The Beauty Philosophy of Gen Z

Skincare and makeup are more than just routines — they are a form of art. But have you ever considered that this art form unconsciously becomes a part of our lives? Is beauty also a philosophy to be explored? There is no fixed standard for beauty; different countries and eras have their own interpretations. From the slim waists of China’s Han Dynasty to the full and rounded figures of the Renaissance, the hourglass shape of the Victorian era, the androgynous bodies of the 2000s, and the current trend of embracing healthy curves — where does the new generation fit into this narrative?

The Universal Sense of Beauty in Human DNA

Modern philosopher Denis Dutton delved into Darwin’s theory of evolution, shedding light on a new perspective on human aesthetics from a philosophical standpoint. He believed that our perception of beauty is ingrained in our genes since ancient times. Our response to things we deem beautiful is often linked to survival and reproduction, rather than being purely subjective. For instance, landscape paintings from different eras and cultures worldwide invariably depict blue skies, mountains, and flowers. These elements represent environments that are conducive to human habitation and ideal for sustenance, forming a shared concept of “beauty” ingrained within us.

Despite these common aesthetic genes, different generations grow up in varied environments, which influence their sense of beauty. Generation Z, born between 1995 and 2010, represents approximately 32% of the global population. As digital natives, they have grown up in a world intertwined with the internet and digital products, shaping them into independent individuals who prioritize self-expression and life experiences. Generation Z girls are more willing to embrace their bodies and strengths, fearlessly crafting their own sense of fashion and beauty.

Valuing Appearance and Pursuing Personal Beauty Among Generation Z

A survey on skincare habits among Generation Z revealed their strong emphasis on appearance. They constitute the primary user group of beauty and makeup apps. Unlike their predecessors, who typically start their skincare routines in their mid-20s, Generation Z begins as early as 16 to 18 years old, showing a remarkable shift of nearly a decade. Regardless of standardized beauty ideals, these young women prioritize their personal beauty more than ever before.

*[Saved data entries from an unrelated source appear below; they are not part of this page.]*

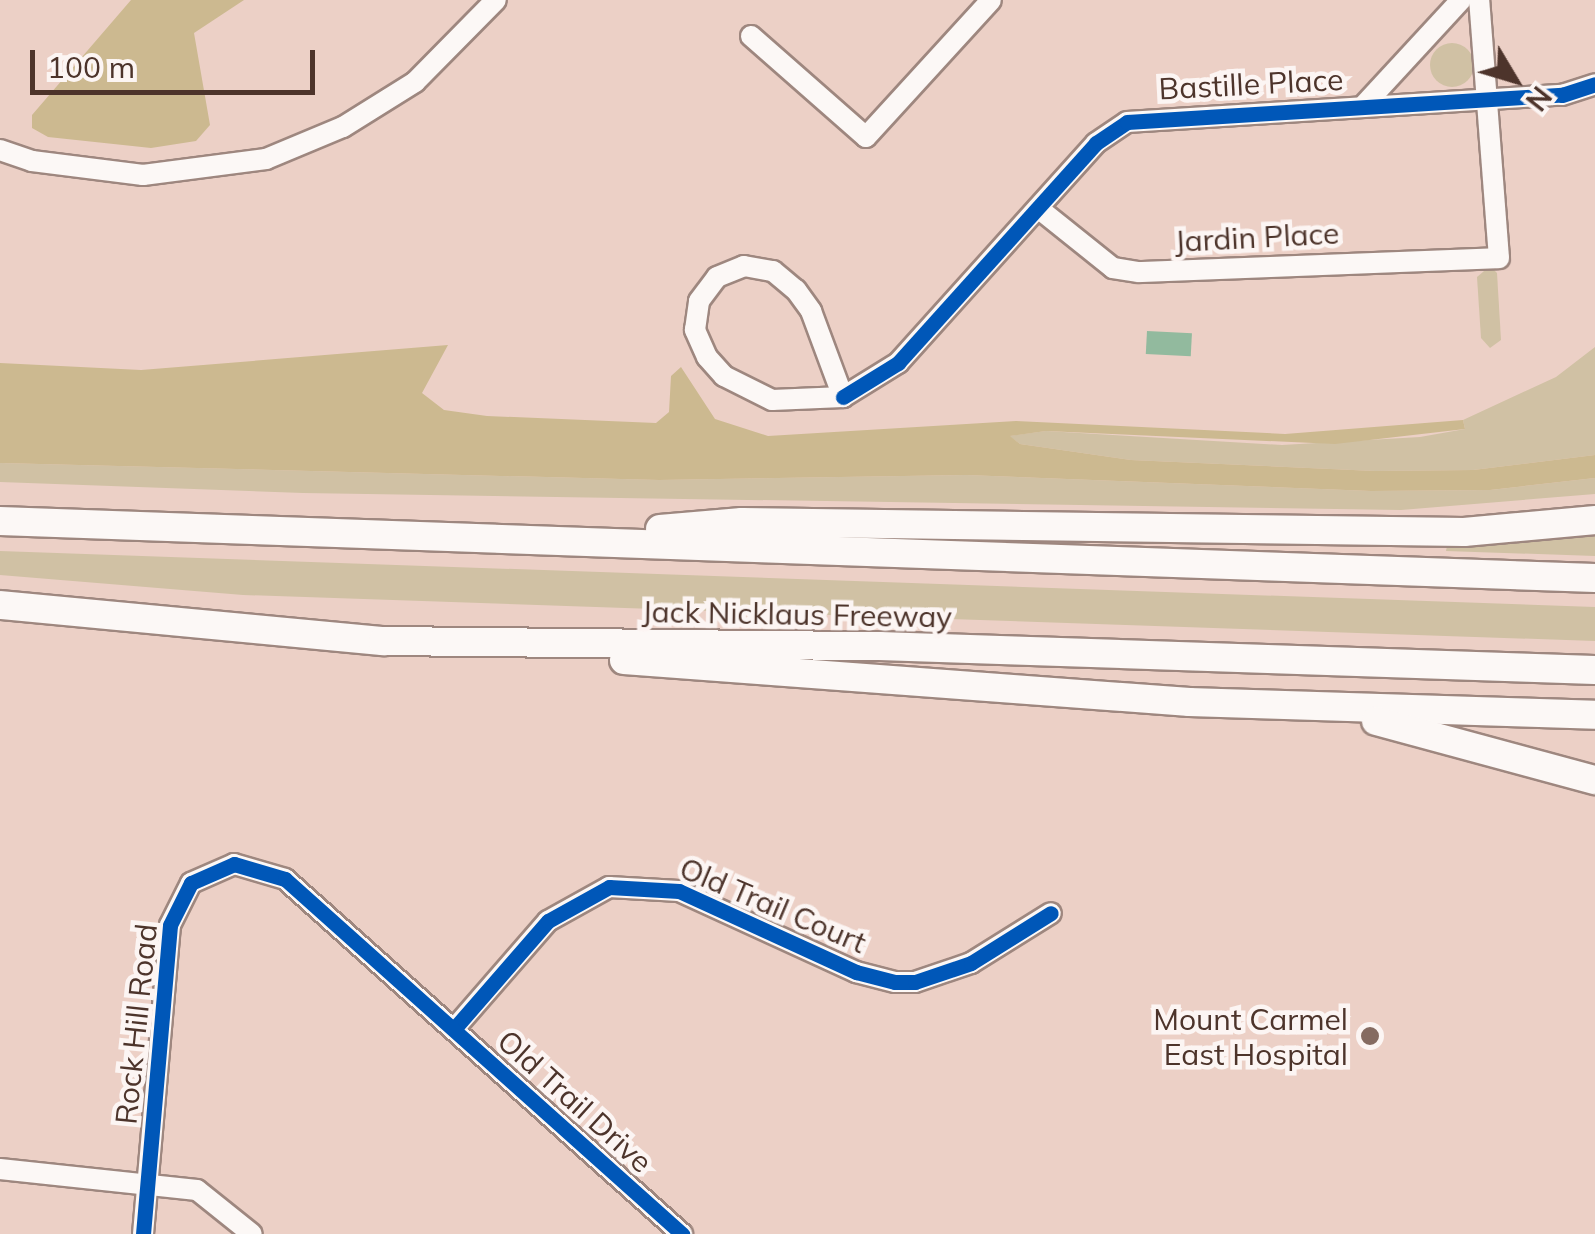 <!DOCTYPE html>
<style>
body{margin:0}
#map{position:relative;width:1595px;height:1234px;overflow:hidden;background:#ecd0c6;font-family:Mulish,sans-serif}
div>[style]{position:absolute}
[style*='--x']{left:calc(var(--x)*1px);top:calc(var(--y)*1px);width:calc(var(--w)*1px);rotate:calc(var(--a)*1deg)}
.green>*{inset:0;background:#d0c1a4}
.round{border-radius:50%}
.forest>*{inset:0;background:#ccb990}
.water>*{inset:0;background:#92ba9e;transform-origin:0 0}
.roads{filter:drop-shadow(2px 0 #9e877f) drop-shadow(-2px 0 #9e877f) drop-shadow(0 2px #9e877f) drop-shadow(0 -2px #9e877f)}
.minor>*{height:20px;margin:-10px;padding:0 10px;transform-origin:10px;border-radius:10px;background:#fcf8f6}
.highway>*{height:28px;margin:-14px;padding:0 14px;transform-origin:14px;border-radius:14px;background:#fcf8f6}
.cycleway>*{height:15px;margin:-7.5px;padding:0 7.5px;transform-origin:7.5px;border-radius:7.5px;background:#0057b8}
.dots>*{width:28px;height:28px;translate:-50% -50%;box-sizing:border-box;border:5px solid #fcf5f3;border-radius:50%}
span{translate:-50% -50%;white-space:nowrap;text-align:center;line-height:1.15;-webkit-text-stroke:9px #fcf5f3;paint-order:stroke}
.street-label{font-size:30px;color:#4d342b}
.poi-label{font-size:30px;color:#4d342b}
.right{translate:-100% -50%;text-align:right}
.north{position:absolute;left:1465px;top:30px;width:100px;height:100px;-webkit-text-stroke:8px #fcf5f3;paint-order:stroke;rotate:128deg;font-size:28px;font-weight:700;line-height:40px;text-align:center;color:#4d342b}
.north::after{content:'';display:block;margin:auto;width:35px;height:45px;background:#4d342b;clip-path:polygon(50% 0,100% 100%,50% 72%,0 100%)}
.scale{position:absolute;left:30px;top:50px;width:285px;height:45px;box-sizing:border-box;border:5px solid #4d342b;border-top:0;padding-left:12px;font-size:30px;line-height:35px;white-space:nowrap;color:#4d342b;-webkit-text-stroke:8px #fcf5f3;paint-order:stroke}
</style>
<div id="map">
<div class="green">
<div class="round" style="left:1430px;top:43px;width:44px;height:44px"></div>
<div style="clip-path:polygon(1490px 266px,1497px 273px,1501px 340px,1490px 348px,1481px 338px,1477px 277px)"></div>
<div style="clip-path:polygon(1595px 347px,1595px 455px,1473px 470px,1375px 471px,1131px 460px,1020px 444px,1009px 436px,1046px 431px,1282px 445px,1420px 437px,1465px 429px,1463px 420px,1556px 377px)"></div>
<div style="clip-path:polygon(0 463px,659px 480px,966px 475px,1371px 491px,1490px 490px,1595px 478px,1595px 494px,1401px 510px,303px 493px,0 482px)"></div>
<div style="clip-path:polygon(1595px 534px,1595px 556px,1446px 551px,1447px 546px)"></div>
<div style="clip-path:polygon(0 551px,1595px 607px,1595px 641px,243px 595px,0 575px)"></div>
</div>
<div class="forest">
<div style="clip-path:polygon(131px 0,244px 0,194px 33px,210px 125px,196px 141px,151px 148px,48px 137px,32px 128px,32px 115px)"></div>
<div style="clip-path:polygon(448px 345px,422px 393px,444px 410px,487px 416px,656px 423px,669px 412px,671px 376px,681px 367px,715px 419px,768px 436px,1016px 421px,1285px 434px,1463px 420px,1465px 429px,1335px 444px,1046px 431px,1010px 436px,1020px 444px,1131px 460px,1375px 471px,1473px 470px,1595px 455px,1595px 478px,1490px 490px,1371px 491px,966px 475px,659px 480px,0 463px,0 363px,141px 370px)"></div>
</div>
<div class="water">
<div style="left:1147px;top:331px;width:45px;height:23px;rotate:3deg"></div>
</div>
<div class="roads">
<div class="minor">
<div style="--x:751;--y:36;--w:153;--a:41.3"></div>
<div style="--x:866;--y:137;--w:185;--a:-47.6"></div>
<div style="--x:1365;--y:104;--w:142;--a:-47.3"></div>
<div style="--x:0;--y:150;--w:34;--a:19"></div>
<div style="--x:32;--y:161;--w:112;--a:7.2"></div>
<div style="--x:143;--y:175;--w:124;--a:-7.4"></div>
<div style="--x:266;--y:159;--w:83;--a:-22.6"></div>
<div style="--x:343;--y:127;--w:85;--a:-32"></div>
<div style="--x:415;--y:82;--w:115;--a:-45.4"></div>
<div style="--x:1038;--y:208;--w:96;--a:38.7"></div>
<div style="--x:1113;--y:268;--w:26;--a:9"></div>
<div style="--x:1139;--y:272;--w:360;--a:-2.2"></div>
<div style="--x:1499;--y:258;--w:259;--a:-94.4"></div>
<div style="--x:744;--y:266;--w:29;--a:10"></div>
<div style="--x:773;--y:271;--w:30;--a:40"></div>
<div style="--x:796;--y:290;--w:26;--a:54"></div>
<div style="--x:811;--y:311;--w:92;--a:69.6"></div>
<div style="--x:843;--y:397;--w:71;--a:177.6"></div>
<div style="--x:772;--y:400;--w:54;--a:-153.4"></div>
<div style="--x:724;--y:376;--w:25;--a:-132"></div>
<div style="--x:707;--y:357;--w:30;--a:-114"></div>
<div style="--x:695;--y:330;--w:29;--a:-82"></div>
<div style="--x:699;--y:301;--w:30;--a:-53"></div>
<div style="--x:717;--y:277;--w:29;--a:-22"></div>
<div style="--x:843;--y:397;--w:65;--a:-31.7"></div>
<div style="--x:898;--y:363;--w:296;--a:-48"></div>
<div style="--x:1096;--y:143;--w:37;--a:-34"></div>
<div style="--x:1127;--y:122;--w:436;--a:-3.6"></div>
<div style="--x:1562;--y:95;--w:35;--a:-18"></div>
<div style="--x:454;--y:1029;--w:143;--a:-49"></div>
<div style="--x:548;--y:921;--w:70;--a:-29.1"></div>
<div style="--x:609;--y:887;--w:70;--a:3.3"></div>
<div style="--x:679;--y:891;--w:195;--a:24.6"></div>
<div style="--x:856;--y:972;--w:40;--a:14.4"></div>
<div style="--x:895;--y:982;--w:20;--a:0"></div>
<div style="--x:915;--y:982;--w:59;--a:-18.7"></div>
<div style="--x:971;--y:963;--w:94;--a:-32"></div>
<div style="--x:0;--y:1169;--w:198;--a:6.1"></div>
<div style="--x:197;--y:1190;--w:70;--a:38.7"></div>
<div style="--x:143;--y:1234;--w:310;--a:-85"></div>
<div style="--x:170;--y:925;--w:47;--a:-63.4"></div>
<div style="--x:191;--y:883;--w:47;--a:-23.8"></div>
<div style="--x:234;--y:864;--w:53;--a:16.4"></div>
<div style="--x:285;--y:879;--w:533;--a:41.8"></div>
</div>
<div class="highway">
<div style="--x:0;--y:521;--w:1596;--a:2.05"></div>
<div style="--x:660;--y:529;--w:82;--a:-4.9"></div>
<div style="--x:742;--y:522;--w:722;--a:0.79"></div>
<div style="--x:1464;--y:532;--w:132;--a:-5.2"></div>
<div style="--x:0;--y:605;--w:385;--a:5.4"></div>
<div style="--x:383;--y:641;--w:496;--a:0.6"></div>
<div style="--x:879;--y:646;--w:716;--a:1.92"></div>
<div style="--x:624;--y:660;--w:567;--a:4.25"></div>
<div style="--x:1189;--y:702;--w:406;--a:1.8"></div>
<div style="--x:1376;--y:721;--w:227;--a:15.1"></div>
</div>
</div>
<div class="cycleway">
<div style="--x:843;--y:397;--w:65;--a:-31.7"></div>
<div style="--x:898;--y:363;--w:296;--a:-48"></div>
<div style="--x:1096;--y:143;--w:37;--a:-34"></div>
<div style="--x:1127;--y:122;--w:436;--a:-3.6"></div>
<div style="--x:1562;--y:95;--w:35;--a:-18"></div>
<div style="--x:454;--y:1029;--w:143;--a:-49"></div>
<div style="--x:548;--y:921;--w:70;--a:-29.1"></div>
<div style="--x:609;--y:887;--w:70;--a:3.3"></div>
<div style="--x:679;--y:891;--w:195;--a:24.6"></div>
<div style="--x:856;--y:972;--w:40;--a:14.4"></div>
<div style="--x:895;--y:982;--w:20;--a:0"></div>
<div style="--x:915;--y:982;--w:59;--a:-18.7"></div>
<div style="--x:971;--y:963;--w:94;--a:-32"></div>
<div style="--x:143;--y:1234;--w:310;--a:-85"></div>
<div style="--x:170;--y:925;--w:47;--a:-63.4"></div>
<div style="--x:191;--y:883;--w:47;--a:-23.8"></div>
<div style="--x:234;--y:864;--w:53;--a:16.4"></div>
<div style="--x:285;--y:879;--w:533;--a:41.8"></div>
</div>
<div class="dots">
<div style="left:1370px;top:1036px;background:#856b61"></div>
</div>
<div class="street-label">
<span style="left:1251px;top:84px;rotate:-3deg">Bastille Place</span>
<span style="left:1257px;top:237px;rotate:-3deg">Jardin Place</span>
<span style="left:797px;top:614px;rotate:1deg">Jack Nicklaus Freeway</span>
<span style="left:773px;top:905px;rotate:23deg">Old Trail Court</span>
<span style="left:136px;top:1024px;rotate:-84deg">Rock Hill Road</span>
<span style="left:575px;top:1101px;rotate:42deg">Old Trail Drive</span>
</div>
<div class="poi-label">
<span class="right" style="left:1348px;top:1036px">Mount Carmel<br>East Hospital</span>
</div>
<div class="north">N</div>
<div class="scale">100 m</div>
</div>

The pursuit of beauty often begins with skincare needs. During adolescence, hormonal changes often lead to unstable skin conditions such as excess oil and redness. This period played a pivotal role in the skincare journey of Emma Watson, born in 1990. As young as 14 or 15 years old, she experienced skin troubles, which led her to discover the importance of skincare. Thus, skincare becomes the starting point for seeking effective beauty solutions.

Furthermore, a beauty and skincare consumption report focusing on Generation Z found that nearly 40% of the surveyed individuals apply makeup on a daily basis. Lip makeup takes center stage, followed closely by eye makeup. When it comes to fashion consumption, their top three priorities are beauty and skincare products, trendy accessories, and perfumes. In terms of skincare product preferences, basic needs such as whitening and moisturizing are essential. Moreover, Generation Z girls over the age of 20 have already started addressing concerns about aging, demonstrating a growing demand for anti-aging skincare products.

The pursuit of personal beauty among Generation Z girls is a noticeable trend. They are unafraid to showcase their uniqueness and embrace their imperfections. In this regard, the beauty philosophy of French women may resonate strongly with the aspirations of Generation Z. French women celebrate their individuality and emphasize their distinctive features instead of conforming to a standardized notion of beauty. Generation Z girls are fiercely committed to expressing their authentic selves!